Cette construction permet de distinguer un terroir particulier au sein du vignoble corse.
Une appellation méridionale
Le territoire de Figari se situe dans le sud de l’île, en Corse-du-Sud, à proximité de Porto-Vecchio, Sartène et Bonifacio.
L’aire géographique de la dénomination Figari comprend les communes de Figari, Monacia-d’Aullène et Pianottoli-Caldarello.
Cette localisation place le vignoble dans un environnement particulièrement marqué par la Méditerranée.
La proximité du littoral, les reliefs environnants et les vents contribuent à créer un paysage viticole très différent de celui des grands vignobles continentaux.
L’arrière-pays est vallonné et dominé notamment par le massif de l’Omo di Cagna, dont le relief atteint 1 215 mètres.
Une histoire viticole très ancienne
La culture de la vigne en Corse est ancienne et précède largement la création des appellations modernes.
Les différentes civilisations qui se sont succédé sur l’île ont participé au développement de la viticulture, depuis l’Antiquité jusqu’aux périodes génoise et française.
La vigne a connu des périodes de développement et de recul, notamment en fonction des évolutions économiques, des maladies et des transformations agricoles.
La viticulture corse moderne s’est progressivement structurée au XXe siècle, avec une volonté croissante de valoriser les cépages insulaires et les terroirs.
L’appellation Vin de Corse a été reconnue en appellation d’origine en 1972, tandis que la dénomination géographique Figari a été intégrée au dispositif réglementaire de l’appellation avec le décret du 2 avril 1976.
Cette reconnaissance a permis de renforcer la protection de l’origine et des caractéristiques des vins produits sur le territoire.
Le terroir de Figari
Le terroir viticole de Figari repose principalement sur des formations granitiques et sur les sols issus de leur décomposition, auxquels s’ajoutent certaines zones plus alluviales.
Le paysage viticole est ainsi loin d’être uniforme.
Le granit constitue l’une des signatures géologiques majeures du secteur. Les roches se décomposent progressivement sous l’effet du climat, donnant naissance à des sols pouvant présenter une proportion importante de matériaux sableux et granitiques.
Ces sols sont généralement drainants et relativement pauvres, ce qui limite naturellement la vigueur de la vigne.
La vigne doit ainsi trouver ses ressources dans un environnement où l’eau peut être rare durant la période estivale.
Le climat méditerranéen de Figari
Le climat est typiquement méditerranéen : étés chauds et secs, hivers plus doux et précipitations concentrées sur certaines périodes de l’année.
Cette situation favorise naturellement la maturité des raisins.
Mais le climat corse ne se résume pas à la chaleur.
Le vent constitue un facteur important du terroir.

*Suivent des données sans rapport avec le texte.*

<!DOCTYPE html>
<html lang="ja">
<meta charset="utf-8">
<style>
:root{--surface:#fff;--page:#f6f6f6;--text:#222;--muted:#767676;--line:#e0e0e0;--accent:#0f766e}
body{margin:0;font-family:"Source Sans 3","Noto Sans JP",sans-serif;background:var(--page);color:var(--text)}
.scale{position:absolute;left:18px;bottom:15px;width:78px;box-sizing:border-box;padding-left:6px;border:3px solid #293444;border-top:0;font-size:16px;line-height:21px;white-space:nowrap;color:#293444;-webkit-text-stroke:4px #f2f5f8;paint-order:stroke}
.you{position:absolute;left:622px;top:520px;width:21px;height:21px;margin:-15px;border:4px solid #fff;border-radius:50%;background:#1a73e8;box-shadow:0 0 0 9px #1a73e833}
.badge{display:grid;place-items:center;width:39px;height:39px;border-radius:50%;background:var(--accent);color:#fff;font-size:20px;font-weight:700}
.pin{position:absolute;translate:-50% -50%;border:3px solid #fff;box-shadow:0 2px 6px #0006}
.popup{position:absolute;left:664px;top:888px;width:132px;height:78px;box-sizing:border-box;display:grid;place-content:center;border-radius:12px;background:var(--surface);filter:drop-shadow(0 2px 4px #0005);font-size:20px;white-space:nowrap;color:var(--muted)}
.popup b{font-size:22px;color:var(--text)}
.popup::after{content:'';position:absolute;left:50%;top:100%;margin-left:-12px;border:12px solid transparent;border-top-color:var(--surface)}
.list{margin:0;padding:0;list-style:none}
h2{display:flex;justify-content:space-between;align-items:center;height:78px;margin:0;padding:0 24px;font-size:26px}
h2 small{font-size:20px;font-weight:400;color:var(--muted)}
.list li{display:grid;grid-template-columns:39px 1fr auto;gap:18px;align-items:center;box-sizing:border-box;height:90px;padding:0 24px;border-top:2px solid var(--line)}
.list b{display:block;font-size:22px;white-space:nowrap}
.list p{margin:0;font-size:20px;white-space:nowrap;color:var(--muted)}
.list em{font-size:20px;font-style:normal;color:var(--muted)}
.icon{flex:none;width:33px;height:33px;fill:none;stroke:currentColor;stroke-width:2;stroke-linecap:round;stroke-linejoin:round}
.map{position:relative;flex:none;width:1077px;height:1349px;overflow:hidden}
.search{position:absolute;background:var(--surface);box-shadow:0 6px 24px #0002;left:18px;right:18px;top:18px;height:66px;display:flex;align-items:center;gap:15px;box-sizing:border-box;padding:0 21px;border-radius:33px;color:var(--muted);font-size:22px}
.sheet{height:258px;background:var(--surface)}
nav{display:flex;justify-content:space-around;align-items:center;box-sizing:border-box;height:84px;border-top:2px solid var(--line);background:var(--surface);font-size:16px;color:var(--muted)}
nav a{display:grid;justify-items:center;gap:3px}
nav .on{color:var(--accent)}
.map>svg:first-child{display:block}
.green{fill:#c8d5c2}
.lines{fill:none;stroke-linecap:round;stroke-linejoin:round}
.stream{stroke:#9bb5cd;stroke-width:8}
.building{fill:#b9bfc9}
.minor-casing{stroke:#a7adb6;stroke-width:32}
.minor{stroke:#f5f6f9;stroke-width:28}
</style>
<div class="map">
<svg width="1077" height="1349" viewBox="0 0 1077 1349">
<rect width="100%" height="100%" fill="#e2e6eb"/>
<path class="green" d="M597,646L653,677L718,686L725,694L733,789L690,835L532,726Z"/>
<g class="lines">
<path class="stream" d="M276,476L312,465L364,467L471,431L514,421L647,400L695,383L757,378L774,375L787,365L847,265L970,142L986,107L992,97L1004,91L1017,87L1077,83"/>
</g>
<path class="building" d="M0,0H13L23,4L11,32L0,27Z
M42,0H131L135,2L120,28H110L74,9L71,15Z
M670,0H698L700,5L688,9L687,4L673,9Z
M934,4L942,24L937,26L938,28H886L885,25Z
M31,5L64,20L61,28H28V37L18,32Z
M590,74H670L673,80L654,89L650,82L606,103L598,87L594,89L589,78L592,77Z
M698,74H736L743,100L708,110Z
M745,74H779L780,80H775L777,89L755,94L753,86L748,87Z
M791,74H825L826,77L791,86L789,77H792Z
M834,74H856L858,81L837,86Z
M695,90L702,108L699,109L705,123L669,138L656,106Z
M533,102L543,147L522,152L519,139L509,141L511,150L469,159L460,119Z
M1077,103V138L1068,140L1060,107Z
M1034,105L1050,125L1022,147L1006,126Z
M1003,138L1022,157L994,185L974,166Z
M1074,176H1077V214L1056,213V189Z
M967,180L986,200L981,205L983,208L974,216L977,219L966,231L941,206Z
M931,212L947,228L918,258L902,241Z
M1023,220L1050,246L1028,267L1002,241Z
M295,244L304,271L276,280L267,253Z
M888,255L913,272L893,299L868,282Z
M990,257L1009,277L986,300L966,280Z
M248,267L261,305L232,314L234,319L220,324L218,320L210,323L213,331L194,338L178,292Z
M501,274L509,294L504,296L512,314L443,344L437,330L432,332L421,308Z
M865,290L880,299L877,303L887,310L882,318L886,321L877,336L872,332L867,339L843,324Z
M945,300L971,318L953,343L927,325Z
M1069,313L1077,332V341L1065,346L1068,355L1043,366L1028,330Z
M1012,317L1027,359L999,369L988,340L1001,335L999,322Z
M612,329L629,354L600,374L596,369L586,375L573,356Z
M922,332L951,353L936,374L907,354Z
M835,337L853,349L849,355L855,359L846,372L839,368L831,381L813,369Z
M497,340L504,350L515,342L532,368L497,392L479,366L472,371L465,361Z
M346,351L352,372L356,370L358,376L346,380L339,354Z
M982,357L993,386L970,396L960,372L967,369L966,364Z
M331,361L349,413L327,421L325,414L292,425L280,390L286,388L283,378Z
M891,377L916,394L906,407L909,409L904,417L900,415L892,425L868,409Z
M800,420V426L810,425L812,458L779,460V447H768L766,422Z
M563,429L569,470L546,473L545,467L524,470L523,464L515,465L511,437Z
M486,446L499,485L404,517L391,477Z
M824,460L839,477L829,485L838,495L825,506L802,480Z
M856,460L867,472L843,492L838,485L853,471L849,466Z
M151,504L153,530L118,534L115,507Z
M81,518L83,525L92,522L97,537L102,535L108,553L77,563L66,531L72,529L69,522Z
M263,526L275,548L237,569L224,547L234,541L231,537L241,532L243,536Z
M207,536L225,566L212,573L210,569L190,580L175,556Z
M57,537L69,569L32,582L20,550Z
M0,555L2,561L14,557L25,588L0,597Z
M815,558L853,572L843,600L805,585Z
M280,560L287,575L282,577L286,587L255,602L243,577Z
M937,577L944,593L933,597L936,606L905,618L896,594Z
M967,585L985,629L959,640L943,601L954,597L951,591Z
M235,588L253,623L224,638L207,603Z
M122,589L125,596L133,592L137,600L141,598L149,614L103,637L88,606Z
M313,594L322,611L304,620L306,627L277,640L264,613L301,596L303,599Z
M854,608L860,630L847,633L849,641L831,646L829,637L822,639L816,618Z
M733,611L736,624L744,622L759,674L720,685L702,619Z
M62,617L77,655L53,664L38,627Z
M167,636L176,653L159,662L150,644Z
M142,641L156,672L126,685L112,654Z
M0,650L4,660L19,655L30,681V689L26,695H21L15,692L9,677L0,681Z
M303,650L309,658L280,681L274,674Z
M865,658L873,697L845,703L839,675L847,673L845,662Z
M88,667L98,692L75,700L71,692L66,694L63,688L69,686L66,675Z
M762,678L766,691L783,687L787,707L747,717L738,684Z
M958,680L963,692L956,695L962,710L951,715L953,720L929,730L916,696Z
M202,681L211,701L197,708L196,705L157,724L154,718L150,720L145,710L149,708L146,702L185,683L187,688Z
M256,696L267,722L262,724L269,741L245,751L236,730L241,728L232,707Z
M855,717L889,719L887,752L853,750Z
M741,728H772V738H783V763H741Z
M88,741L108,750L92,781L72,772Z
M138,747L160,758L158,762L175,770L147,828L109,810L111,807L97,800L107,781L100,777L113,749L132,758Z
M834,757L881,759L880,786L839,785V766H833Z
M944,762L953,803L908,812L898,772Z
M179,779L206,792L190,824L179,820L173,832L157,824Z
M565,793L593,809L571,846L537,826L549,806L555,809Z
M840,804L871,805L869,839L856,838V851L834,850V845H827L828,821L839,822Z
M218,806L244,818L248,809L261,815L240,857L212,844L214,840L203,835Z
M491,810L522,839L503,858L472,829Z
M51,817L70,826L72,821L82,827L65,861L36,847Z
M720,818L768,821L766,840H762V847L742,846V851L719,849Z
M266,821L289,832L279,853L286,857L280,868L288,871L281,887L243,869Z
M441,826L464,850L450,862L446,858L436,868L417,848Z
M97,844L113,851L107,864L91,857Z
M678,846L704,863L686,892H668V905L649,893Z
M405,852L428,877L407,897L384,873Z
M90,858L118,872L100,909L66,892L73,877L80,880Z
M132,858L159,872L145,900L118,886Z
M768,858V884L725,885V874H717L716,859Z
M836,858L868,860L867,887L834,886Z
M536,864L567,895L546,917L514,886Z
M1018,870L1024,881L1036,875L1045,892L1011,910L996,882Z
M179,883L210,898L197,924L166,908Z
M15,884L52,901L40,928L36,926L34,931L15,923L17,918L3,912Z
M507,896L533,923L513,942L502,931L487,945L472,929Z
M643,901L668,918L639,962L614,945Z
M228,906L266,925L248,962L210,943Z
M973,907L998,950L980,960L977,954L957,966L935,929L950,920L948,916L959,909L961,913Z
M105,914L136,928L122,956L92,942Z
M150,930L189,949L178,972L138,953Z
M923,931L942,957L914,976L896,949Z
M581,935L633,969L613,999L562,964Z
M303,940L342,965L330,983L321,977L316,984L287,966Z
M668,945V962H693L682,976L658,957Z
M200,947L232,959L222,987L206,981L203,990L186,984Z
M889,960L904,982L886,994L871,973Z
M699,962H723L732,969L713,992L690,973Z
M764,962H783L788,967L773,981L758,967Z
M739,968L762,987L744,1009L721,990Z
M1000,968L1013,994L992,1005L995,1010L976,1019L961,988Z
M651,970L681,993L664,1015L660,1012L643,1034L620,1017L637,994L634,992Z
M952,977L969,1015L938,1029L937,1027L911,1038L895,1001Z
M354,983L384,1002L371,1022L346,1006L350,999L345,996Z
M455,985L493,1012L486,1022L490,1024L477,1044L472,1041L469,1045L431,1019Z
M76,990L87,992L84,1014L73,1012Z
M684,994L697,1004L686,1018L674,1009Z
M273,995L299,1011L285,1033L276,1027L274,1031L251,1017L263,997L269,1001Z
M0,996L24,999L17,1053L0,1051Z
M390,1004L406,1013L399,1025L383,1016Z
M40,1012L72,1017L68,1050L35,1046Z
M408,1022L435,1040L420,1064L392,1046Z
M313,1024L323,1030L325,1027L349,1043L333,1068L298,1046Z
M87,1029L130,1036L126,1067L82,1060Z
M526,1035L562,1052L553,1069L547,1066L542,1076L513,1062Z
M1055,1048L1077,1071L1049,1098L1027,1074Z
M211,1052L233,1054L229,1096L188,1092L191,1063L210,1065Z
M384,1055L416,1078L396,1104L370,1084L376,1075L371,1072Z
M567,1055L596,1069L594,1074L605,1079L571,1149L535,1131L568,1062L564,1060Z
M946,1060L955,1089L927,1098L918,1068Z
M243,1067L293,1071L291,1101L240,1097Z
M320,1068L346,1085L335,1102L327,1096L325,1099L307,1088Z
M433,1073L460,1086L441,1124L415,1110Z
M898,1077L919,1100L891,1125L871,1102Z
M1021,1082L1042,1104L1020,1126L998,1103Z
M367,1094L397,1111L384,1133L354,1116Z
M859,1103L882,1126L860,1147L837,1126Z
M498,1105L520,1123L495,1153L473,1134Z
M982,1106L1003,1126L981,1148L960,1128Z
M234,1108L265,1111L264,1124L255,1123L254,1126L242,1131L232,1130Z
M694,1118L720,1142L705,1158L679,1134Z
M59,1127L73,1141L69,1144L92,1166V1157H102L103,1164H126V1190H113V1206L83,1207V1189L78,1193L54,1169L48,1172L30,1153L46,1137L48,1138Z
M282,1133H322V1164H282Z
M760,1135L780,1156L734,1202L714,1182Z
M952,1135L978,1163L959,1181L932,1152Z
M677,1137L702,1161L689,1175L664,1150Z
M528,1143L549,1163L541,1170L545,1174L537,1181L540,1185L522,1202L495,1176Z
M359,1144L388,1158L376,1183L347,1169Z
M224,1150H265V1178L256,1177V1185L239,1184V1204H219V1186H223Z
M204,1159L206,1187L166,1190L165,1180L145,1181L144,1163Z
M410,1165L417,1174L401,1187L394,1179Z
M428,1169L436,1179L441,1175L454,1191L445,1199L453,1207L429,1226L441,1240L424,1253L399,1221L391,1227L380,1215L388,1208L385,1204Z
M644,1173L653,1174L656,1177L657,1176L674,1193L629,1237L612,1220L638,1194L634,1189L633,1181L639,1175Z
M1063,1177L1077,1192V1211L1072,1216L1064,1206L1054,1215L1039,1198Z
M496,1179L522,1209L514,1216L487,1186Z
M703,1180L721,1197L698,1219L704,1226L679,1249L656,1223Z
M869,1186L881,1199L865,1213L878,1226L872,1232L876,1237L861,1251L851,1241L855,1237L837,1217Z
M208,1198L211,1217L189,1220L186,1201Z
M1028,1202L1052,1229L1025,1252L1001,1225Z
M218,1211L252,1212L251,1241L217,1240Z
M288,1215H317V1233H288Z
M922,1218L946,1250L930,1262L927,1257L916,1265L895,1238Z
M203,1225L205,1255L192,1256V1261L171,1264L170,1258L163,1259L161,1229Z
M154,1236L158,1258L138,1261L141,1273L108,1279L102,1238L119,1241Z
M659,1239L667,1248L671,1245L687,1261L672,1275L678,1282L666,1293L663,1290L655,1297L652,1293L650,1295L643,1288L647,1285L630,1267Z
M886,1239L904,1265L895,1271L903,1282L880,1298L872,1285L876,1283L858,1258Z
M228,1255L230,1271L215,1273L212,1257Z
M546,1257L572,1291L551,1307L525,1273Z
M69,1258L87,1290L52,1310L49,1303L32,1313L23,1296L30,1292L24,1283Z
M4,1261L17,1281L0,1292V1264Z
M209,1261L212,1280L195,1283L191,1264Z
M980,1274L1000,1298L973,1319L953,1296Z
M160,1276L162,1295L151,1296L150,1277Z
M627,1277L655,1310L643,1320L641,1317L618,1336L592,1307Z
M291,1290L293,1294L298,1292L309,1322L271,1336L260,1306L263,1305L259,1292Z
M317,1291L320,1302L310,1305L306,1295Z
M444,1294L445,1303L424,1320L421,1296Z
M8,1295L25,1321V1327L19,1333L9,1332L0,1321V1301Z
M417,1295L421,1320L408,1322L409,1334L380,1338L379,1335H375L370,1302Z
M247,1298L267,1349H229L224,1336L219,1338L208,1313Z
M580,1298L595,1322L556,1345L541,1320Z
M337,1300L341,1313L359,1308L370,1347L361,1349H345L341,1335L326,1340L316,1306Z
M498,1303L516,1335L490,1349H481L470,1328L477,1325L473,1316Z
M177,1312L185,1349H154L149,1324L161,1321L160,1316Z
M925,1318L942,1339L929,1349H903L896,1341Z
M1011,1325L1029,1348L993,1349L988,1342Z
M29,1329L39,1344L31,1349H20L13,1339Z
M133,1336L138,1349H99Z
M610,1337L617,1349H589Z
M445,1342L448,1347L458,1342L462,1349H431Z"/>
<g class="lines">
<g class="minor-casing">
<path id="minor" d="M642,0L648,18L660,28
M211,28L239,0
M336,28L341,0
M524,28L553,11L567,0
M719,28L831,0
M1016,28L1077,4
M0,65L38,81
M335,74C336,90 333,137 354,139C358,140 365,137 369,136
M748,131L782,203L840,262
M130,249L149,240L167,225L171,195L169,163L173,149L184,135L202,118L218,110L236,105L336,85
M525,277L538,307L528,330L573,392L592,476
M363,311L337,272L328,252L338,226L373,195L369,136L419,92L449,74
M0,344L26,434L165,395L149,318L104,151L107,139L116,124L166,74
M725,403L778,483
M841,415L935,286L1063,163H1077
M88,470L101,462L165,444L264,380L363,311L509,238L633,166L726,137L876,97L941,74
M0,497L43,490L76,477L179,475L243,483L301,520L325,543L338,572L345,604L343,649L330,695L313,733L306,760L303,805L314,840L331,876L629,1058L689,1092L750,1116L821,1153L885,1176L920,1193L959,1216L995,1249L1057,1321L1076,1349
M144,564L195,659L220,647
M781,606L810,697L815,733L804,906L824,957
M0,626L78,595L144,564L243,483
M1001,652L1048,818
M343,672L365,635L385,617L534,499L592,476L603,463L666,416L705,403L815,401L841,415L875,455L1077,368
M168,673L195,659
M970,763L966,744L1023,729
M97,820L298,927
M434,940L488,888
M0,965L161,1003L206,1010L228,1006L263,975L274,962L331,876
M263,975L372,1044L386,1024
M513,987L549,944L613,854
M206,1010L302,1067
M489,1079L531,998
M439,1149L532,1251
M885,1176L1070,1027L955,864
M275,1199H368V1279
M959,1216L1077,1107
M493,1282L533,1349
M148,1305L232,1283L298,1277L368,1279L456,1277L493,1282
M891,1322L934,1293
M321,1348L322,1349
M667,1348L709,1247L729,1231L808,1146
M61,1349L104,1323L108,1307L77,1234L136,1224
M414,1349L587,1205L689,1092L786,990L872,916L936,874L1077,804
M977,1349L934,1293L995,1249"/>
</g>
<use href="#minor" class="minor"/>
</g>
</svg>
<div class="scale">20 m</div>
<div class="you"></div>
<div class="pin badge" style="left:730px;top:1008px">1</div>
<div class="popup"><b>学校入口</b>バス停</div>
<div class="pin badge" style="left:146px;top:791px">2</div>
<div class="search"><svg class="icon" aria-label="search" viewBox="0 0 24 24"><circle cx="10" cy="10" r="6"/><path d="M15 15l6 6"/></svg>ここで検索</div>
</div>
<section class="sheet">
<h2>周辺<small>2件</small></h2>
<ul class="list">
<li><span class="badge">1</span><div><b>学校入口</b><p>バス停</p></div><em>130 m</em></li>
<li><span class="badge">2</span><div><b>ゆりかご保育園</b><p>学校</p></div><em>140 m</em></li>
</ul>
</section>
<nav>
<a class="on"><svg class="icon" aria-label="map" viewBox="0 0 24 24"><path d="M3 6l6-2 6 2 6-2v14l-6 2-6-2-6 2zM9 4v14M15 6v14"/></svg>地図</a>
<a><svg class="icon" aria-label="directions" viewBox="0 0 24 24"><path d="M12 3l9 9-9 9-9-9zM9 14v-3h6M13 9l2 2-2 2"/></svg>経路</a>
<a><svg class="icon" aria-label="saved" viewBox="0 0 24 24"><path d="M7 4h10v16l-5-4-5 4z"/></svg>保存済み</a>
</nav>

Dans la région de Figari, les flux d’air peuvent être particulièrement sensibles. Ils contribuent à assécher la végétation après les épisodes humides et participent aux conditions particulières de culture de la vigne.
Pour le vigneron, cette combinaison de chaleur, de sécheresse, d’ensoleillement et de ventilation constitue à la fois une caractéristique du terroir et un élément à maîtriser dans la conduite de la vigne.
Le rôle du vent
Le vent est particulièrement important dans la compréhension des vignobles corses.
Dans le secteur de Figari, les influences maritimes et les vents venant de l’intérieur de l’île contribuent à limiter certaines situations d’humidité persistante.
La ventilation naturelle peut également avoir une influence sur l’état sanitaire des grappes.
Elle constitue ainsi un élément du fonctionnement naturel du vignoble.
Le climat méditerranéen et les vents contribuent également à créer des conditions favorables à une viticulture où la maîtrise de la maturité et de la fraîcheur demeure essentielle.
Les cépages rouges
Les vins rouges et rosés de Figari reposent principalement sur plusieurs cépages méditerranéens, parmi lesquels le grenache N, le niellucciu N et le sciaccarellu N.
D’autres cépages peuvent compléter l’encépagement dans les conditions prévues par le cahier des charges, notamment l’aléatico, la barbarossa, le carcajolo nero, le carignan, le cinsault, le mourvèdre, la syrah et le vermentinu.
Cette diversité permet aux vignerons de construire différents profils de vins tout en conservant une forte identité méditerranéenne.
Le sciaccarellu, cépage emblématique de la Corse
Le sciaccarellu constitue l’un des grands cépages autochtones de l’île.
Son nom est étroitement associé aux vignobles du sud-ouest et du sud de la Corse.
Il peut donner des vins rouges relativement fins, parfumés et épicés, avec une expression aromatique qui peut évoquer les petits fruits rouges, les épices et certaines notes végétales ou poivrées selon les conditions de production.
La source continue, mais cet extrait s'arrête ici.